District Court Applied Wrong Legal Standard in Finding Named Plaintiffs and Their Counsel to be Adequate Representatives of the Proposed Class under Rule 23(a)(4) and thus Abused its Discretion in Certifying Class and Approving Nationwide Class Action Settlement Third Circuit Holds
Several putative class actions were filed against various defendants, including Community Bank of Northern Virginia (CBNV), Guarantee National Bank of Tallahassee (GNBT) and Residential Funding Corporation (RFC), arising out of “the alleged predatory lending scheme of the Shumway/Bapst Organization (‘Shumway’), a residential mortgage loan business involved in facilitating the making of high-interest, mortgage-backed loans to debt-laden homeowners.” In re Community Bank of N. Va. & Guar. Nat’l Bank of Tallahassee Second Mortgage Loan Litig., 622 F.3d 275 (3d Cir. 2010) [Slip Opn., at 10]. According to the allegations underlying the class action complaints, Shumway entered into relationships with CBNV and GNBT in order to circumvent state-law restrictions on fees that it could charge; the alleged scheme permitted Shumway to make it appear as if the fees were paid to depository institutions (which are not subject to the fee restrictions) when in reality they were being funneled to Shumway. Id. RFC allegedly aided this conspiracy by purchasing CBNV and GNBT loans on the secondary market, even though it allegedly knew that these institutions were acting as mere “straw parties” for Shumway. Id., at 11. The class actions were consolidated, see id., at 11-12, and ultimately a proposed nationwide class action settlement was reached, id., at 13. Certain members of the class objected to the proposed class action settlement, and certain class members sought leave to intervene in the consolidated class action lawsuit; the district court denied the motion to intervene and overruled the objections to the class action settlement. Id., at 9. The Third Circuit affirmed the district court’s denial of intervention, but reversed and remanded the approval of the class action settlement. Id. The district court again approved the class action settlement, and again the objectors appealed: “The Objectors contend that the failure [to make claims against the defendants under the Truth in Lending Act (TILA) and the Home Ownership and Equity Protection Act (HOEPA)] renders the named plaintiffs and class counsel inadequate class representatives.” Id. The Circuit Court again reversed.

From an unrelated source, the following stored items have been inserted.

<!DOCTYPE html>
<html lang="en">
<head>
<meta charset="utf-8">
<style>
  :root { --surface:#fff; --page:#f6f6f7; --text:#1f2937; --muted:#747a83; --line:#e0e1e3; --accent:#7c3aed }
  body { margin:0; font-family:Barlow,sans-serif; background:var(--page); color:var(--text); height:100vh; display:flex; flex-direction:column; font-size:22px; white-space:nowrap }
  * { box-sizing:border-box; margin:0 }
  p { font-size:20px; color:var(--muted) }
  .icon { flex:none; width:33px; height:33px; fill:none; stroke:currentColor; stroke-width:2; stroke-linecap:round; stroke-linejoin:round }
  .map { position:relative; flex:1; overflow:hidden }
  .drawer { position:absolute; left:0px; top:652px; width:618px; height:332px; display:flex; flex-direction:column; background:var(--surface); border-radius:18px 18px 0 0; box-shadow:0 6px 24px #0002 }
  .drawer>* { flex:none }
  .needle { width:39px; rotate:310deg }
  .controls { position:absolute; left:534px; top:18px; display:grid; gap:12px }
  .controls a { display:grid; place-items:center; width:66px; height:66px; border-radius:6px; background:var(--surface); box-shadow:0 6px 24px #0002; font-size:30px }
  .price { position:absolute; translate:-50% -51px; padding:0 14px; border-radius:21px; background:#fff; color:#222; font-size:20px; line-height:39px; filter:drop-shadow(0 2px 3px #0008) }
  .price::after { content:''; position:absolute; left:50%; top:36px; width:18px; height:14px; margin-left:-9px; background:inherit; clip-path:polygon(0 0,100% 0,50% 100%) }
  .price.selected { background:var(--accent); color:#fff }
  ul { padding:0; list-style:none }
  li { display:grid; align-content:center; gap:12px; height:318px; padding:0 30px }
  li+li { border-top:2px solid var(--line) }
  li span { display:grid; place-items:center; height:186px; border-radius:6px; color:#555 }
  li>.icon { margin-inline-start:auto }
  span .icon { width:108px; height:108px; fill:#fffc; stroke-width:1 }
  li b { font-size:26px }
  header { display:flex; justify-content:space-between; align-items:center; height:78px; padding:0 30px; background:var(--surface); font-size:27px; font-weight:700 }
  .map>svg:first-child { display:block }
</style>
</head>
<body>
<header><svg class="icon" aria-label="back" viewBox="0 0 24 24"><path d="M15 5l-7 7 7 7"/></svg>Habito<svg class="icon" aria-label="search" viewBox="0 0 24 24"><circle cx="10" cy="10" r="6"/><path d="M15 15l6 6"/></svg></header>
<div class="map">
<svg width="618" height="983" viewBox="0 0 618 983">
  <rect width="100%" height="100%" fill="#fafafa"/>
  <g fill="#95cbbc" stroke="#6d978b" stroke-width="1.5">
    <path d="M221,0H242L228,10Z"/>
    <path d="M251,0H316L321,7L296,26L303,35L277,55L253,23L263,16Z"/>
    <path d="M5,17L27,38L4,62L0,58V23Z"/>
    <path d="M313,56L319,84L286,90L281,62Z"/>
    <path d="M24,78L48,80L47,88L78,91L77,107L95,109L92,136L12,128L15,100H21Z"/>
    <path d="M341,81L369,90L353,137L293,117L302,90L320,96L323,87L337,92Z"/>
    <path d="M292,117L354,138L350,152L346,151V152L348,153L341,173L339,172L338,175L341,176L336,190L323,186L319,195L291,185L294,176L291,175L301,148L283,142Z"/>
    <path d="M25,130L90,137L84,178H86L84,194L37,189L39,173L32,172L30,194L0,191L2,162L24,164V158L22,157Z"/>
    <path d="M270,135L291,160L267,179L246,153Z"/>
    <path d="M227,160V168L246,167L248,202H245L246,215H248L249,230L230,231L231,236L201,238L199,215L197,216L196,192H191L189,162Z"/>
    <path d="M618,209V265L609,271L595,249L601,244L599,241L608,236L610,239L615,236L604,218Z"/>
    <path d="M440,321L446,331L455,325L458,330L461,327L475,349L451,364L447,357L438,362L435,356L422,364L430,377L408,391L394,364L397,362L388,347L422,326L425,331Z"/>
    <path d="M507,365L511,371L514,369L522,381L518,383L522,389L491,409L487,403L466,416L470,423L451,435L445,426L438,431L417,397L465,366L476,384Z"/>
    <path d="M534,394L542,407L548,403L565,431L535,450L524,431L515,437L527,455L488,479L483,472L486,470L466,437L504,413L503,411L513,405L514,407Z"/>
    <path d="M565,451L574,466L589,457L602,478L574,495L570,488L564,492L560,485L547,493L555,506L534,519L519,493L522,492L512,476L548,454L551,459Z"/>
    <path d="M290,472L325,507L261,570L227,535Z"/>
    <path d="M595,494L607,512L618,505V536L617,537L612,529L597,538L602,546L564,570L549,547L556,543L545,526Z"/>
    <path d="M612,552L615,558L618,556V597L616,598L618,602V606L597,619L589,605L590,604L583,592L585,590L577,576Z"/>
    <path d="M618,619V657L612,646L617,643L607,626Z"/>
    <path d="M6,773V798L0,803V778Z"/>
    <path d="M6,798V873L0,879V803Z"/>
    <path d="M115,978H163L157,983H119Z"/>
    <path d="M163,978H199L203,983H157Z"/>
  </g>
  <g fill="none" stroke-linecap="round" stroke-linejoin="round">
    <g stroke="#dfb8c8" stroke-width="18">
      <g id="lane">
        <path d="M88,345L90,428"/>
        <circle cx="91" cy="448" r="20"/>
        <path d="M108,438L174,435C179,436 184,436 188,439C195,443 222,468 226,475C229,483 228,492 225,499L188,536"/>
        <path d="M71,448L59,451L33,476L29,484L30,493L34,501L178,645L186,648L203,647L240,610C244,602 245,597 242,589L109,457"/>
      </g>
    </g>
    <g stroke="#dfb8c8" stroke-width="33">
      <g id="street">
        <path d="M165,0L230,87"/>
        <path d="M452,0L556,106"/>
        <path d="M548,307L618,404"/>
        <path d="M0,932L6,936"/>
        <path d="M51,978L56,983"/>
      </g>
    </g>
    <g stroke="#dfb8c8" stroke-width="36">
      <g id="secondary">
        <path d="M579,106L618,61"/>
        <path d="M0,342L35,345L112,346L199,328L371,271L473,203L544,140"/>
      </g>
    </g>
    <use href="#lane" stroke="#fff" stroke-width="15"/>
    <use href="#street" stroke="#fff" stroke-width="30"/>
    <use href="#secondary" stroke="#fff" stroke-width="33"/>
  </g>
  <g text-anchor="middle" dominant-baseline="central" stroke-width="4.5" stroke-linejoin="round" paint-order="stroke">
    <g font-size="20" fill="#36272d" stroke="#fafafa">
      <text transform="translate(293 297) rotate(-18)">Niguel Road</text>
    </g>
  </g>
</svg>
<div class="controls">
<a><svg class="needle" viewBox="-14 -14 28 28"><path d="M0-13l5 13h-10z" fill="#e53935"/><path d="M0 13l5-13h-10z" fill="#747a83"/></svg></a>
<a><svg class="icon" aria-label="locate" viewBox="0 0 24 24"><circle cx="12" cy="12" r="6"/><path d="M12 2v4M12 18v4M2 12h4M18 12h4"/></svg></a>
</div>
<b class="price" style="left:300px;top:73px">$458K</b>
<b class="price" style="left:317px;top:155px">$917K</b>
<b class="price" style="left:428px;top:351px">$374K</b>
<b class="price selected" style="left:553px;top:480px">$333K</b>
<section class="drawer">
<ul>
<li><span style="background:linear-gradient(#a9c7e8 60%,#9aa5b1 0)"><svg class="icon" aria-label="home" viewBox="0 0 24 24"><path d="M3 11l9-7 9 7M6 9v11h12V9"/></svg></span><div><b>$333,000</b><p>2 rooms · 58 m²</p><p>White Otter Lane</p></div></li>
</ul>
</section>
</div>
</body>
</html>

We do not discuss in detail the Circuit Court’s 100-page opinion. In sum, the Third Circuit concluded that “by approaching the adequacy-of-representation questions on remand as though it were ruling on a motion to amend pursuant to Federal Rule of Civil Procedure 15© or a motion to dismiss pursuant to Rule 12(b)6)[,] [the district court] applied the wrong legal standard in ruling on class certification under Rule 23.” In re Community Bank, at 9. Accordingly, the Court “reluctantly” vacated the district court order certifying the class action and approving the class action settlement, and again remanded the matter for further proceedings. Id. The Third Circuit also noted, “we continue to reject (i) the claim that the District Court abused its discretion in denying the Objectors’ renewed motion to intervene, and (ii) their renewed petition for mandamus to recuse the District Judge in this case.” Id.
Briefly, the problem with the district court’s analysis was that it analyzed the adequacy of the representation by evaluating the “viability of potential TILA/HOEPA class claims.” In re Community Bank, at 49. As the Third Circuit explained, “The District Court’s reasoning appears to be that, if these claims could not survive a Rule 12(b)(6) motion to dismiss (and thus were not viable), neither the named plaintiffs nor their counsel were inadequate for failing to bring them.” Id., at 49-50. The Circuit Court rejected this reasoning, explaining that “the Court’s analysis reduces to the conclusion that the existing named plaintiffs are made adequate because there is no remedy for their inadequate representation.” Id., at 53-54. This “is a path we find troubling.” Id., at 64. Accordingly, the district court’s order was reversed and the matter remanded with instructions. Id., at 100.